The level part comes from a built-in feature and is understood by the parser/optimzer when parsing the query. The “tree” is constructed using the row_number() aggregating function. The basic idea is too build the hierarchy as a sorting-ready string field for examples: KING is 1, JONES 1.1, SCOTT 1.1.1, ADAMS 1.1.1.1 whereare FORD is 1.1.2 etc. We get the “direct manager” just by following the query relationship as d.employee where d is our cte. The only trick to add is in the last step: we don’t need to know that KING is his own manager:

case manager when employee then null else manager end as [direct manager]

Let’s now add a new head manager and a subordinate in the dataset:

empno employee parent_empno
8000 HENRY 7839
8001 TOM 8000

The query behaves as expected, but we somehow lack one piece of information: the top manager. Let’s add it to the query:

WITH cte (empno, employee, manager, ordering, level, top_manager) AS
(
SELECT
empno,
employee,
employee as manager,
CAST(ROW_NUMBER() OVER (ORDER BY empno) as VARCHAR(MAX)) as ordering,
0 AS level,
employee AS top_manager
FROM @employees AS _root
WHERE parent_empno IS NULL
UNION ALL
SELECT
e.empno,
e.employee,
d.employee as manager,
d.ordering + '.' + CAST(ROW_NUMBER() OVER (PARTITION BY parent_empno ORDER BY e.empno) as VARCHAR(MAX)) as ordering,
level + 1,
top_manager
FROM @employees e
INNER JOIN cte AS d ON e.parent_empno = d.empno
)
SELECT
empno,
level,
replicate(' ',level) + employee as employee,
case manager when employee then null else manager end as [direct manager],
case top_manager
when employee then null
else top_manager
end as top_manager
FROM cte
ORDER BY ordering, level ;

The top_manager also comes from a built-in feature, and we use the same trick to avoid displaying non-useful information.

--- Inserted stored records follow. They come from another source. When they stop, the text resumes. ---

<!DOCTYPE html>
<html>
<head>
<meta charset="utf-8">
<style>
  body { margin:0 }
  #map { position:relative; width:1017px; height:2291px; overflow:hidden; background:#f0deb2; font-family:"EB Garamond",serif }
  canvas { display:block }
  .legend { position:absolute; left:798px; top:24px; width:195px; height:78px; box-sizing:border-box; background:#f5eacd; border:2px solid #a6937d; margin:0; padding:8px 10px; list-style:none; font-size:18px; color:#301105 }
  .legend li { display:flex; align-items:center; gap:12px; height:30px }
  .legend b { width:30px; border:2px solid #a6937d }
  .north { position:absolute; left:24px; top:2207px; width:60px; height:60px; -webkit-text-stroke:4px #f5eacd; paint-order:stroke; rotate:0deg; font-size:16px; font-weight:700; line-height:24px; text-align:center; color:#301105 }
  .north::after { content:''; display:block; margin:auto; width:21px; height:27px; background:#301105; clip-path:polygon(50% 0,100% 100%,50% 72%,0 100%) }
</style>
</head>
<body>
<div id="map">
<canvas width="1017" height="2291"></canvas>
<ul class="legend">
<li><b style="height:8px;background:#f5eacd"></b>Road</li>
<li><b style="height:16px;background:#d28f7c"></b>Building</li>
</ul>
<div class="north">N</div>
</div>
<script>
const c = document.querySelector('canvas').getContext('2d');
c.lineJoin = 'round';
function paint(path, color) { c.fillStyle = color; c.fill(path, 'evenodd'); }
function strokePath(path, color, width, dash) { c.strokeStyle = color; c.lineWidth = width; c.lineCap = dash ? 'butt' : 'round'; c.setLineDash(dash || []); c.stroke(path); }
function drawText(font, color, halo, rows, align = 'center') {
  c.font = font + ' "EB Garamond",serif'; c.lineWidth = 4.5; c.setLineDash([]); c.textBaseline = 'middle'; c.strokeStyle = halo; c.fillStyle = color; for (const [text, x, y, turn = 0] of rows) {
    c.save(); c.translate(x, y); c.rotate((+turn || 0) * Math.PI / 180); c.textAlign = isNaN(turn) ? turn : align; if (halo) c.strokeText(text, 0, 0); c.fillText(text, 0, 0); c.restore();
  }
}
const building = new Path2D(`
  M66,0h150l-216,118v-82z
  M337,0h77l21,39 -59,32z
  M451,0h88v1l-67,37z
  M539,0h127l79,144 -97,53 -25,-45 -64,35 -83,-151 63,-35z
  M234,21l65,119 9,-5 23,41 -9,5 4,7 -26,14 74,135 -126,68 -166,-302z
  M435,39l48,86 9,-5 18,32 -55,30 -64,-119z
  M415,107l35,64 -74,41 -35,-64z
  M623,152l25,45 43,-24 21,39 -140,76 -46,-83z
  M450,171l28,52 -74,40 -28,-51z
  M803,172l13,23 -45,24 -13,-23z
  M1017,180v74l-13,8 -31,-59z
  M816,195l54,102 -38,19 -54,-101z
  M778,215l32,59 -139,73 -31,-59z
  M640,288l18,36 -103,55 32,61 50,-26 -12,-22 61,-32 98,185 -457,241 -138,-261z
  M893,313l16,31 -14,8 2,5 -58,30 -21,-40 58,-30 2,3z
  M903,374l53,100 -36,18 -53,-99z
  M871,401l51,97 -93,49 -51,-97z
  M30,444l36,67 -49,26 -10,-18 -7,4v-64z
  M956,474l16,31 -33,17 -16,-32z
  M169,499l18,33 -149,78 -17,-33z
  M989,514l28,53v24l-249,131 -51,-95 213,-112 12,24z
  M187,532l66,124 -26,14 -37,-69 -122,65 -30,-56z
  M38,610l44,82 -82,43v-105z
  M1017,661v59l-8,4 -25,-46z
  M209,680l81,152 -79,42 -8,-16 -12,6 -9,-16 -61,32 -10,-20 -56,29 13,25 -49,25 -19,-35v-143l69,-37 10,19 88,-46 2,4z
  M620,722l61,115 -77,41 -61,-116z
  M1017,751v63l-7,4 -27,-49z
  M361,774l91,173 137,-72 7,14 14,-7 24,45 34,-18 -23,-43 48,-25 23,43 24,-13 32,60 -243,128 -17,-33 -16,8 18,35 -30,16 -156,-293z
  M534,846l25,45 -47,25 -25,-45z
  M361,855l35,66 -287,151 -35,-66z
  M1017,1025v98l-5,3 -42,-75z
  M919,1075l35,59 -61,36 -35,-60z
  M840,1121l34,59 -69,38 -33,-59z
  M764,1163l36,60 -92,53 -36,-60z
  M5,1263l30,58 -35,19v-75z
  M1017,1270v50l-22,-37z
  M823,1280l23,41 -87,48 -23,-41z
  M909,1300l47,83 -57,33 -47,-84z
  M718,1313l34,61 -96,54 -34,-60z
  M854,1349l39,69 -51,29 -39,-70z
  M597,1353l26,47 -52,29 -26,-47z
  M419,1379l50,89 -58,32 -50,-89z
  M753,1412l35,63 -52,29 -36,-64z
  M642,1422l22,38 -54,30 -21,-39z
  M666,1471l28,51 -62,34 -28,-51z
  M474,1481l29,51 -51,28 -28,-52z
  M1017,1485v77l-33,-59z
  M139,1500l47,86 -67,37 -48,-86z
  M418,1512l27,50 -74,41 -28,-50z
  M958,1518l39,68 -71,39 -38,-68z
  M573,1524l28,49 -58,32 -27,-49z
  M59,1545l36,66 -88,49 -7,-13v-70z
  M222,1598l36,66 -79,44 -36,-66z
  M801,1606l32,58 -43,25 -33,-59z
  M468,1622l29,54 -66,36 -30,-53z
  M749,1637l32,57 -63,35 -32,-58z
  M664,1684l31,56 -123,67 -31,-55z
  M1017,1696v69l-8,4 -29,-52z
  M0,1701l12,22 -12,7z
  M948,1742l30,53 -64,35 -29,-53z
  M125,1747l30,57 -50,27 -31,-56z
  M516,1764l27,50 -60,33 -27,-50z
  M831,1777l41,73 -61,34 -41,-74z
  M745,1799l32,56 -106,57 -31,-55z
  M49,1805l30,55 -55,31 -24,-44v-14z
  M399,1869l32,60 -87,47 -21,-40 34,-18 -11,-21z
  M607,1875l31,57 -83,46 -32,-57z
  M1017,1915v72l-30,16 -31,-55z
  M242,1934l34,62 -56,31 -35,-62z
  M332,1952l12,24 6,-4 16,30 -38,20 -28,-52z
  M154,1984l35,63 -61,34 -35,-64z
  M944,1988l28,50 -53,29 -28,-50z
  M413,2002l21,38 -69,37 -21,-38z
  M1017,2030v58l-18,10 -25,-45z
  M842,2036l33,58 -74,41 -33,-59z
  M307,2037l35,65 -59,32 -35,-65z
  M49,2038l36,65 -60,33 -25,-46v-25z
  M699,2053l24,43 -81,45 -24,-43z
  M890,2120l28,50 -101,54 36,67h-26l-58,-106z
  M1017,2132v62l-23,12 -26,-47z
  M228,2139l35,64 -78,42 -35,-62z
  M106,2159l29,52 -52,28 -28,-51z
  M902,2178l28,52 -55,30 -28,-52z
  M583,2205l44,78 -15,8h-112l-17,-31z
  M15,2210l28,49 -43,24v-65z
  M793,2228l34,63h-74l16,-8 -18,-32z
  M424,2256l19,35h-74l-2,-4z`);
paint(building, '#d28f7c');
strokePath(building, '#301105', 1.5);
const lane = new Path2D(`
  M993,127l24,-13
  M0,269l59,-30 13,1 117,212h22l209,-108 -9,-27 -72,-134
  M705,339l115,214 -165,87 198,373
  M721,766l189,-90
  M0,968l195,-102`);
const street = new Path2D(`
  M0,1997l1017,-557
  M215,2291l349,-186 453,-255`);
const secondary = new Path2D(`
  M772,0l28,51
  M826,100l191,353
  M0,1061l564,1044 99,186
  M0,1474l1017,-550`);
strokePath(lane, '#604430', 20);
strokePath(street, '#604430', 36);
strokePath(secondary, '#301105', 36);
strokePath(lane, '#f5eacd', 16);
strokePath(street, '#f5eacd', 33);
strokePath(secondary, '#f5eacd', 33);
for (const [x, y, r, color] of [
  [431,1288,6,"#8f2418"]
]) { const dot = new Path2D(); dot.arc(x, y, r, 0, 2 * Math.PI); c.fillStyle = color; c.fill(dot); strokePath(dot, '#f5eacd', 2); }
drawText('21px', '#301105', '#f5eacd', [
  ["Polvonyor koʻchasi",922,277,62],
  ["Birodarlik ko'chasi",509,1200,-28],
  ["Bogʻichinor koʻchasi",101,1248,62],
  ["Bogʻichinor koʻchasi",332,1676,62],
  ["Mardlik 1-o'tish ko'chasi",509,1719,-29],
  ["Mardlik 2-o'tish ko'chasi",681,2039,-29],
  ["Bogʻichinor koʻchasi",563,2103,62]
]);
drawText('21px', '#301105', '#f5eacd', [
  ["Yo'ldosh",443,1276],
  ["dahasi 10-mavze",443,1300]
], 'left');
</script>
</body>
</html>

We have seen the typical example with an employees table but there are much more situations where the hierarchy between records is stored within the same table. A common example in the e-commerce business is credits granted to customers and their usage. For example, a customer is granted 100 USD that yields a record with id=1, amount=+100, parent_id=null in a table somewhere. The customer starts using 60 USD yielding a record with id=6, amount=-60, parent_id=1 and then uses it again for 40 USD: id=200, amount=-40, parent_id=6. Now we can with a single query see the complete credit usage for the initial deposit id=1.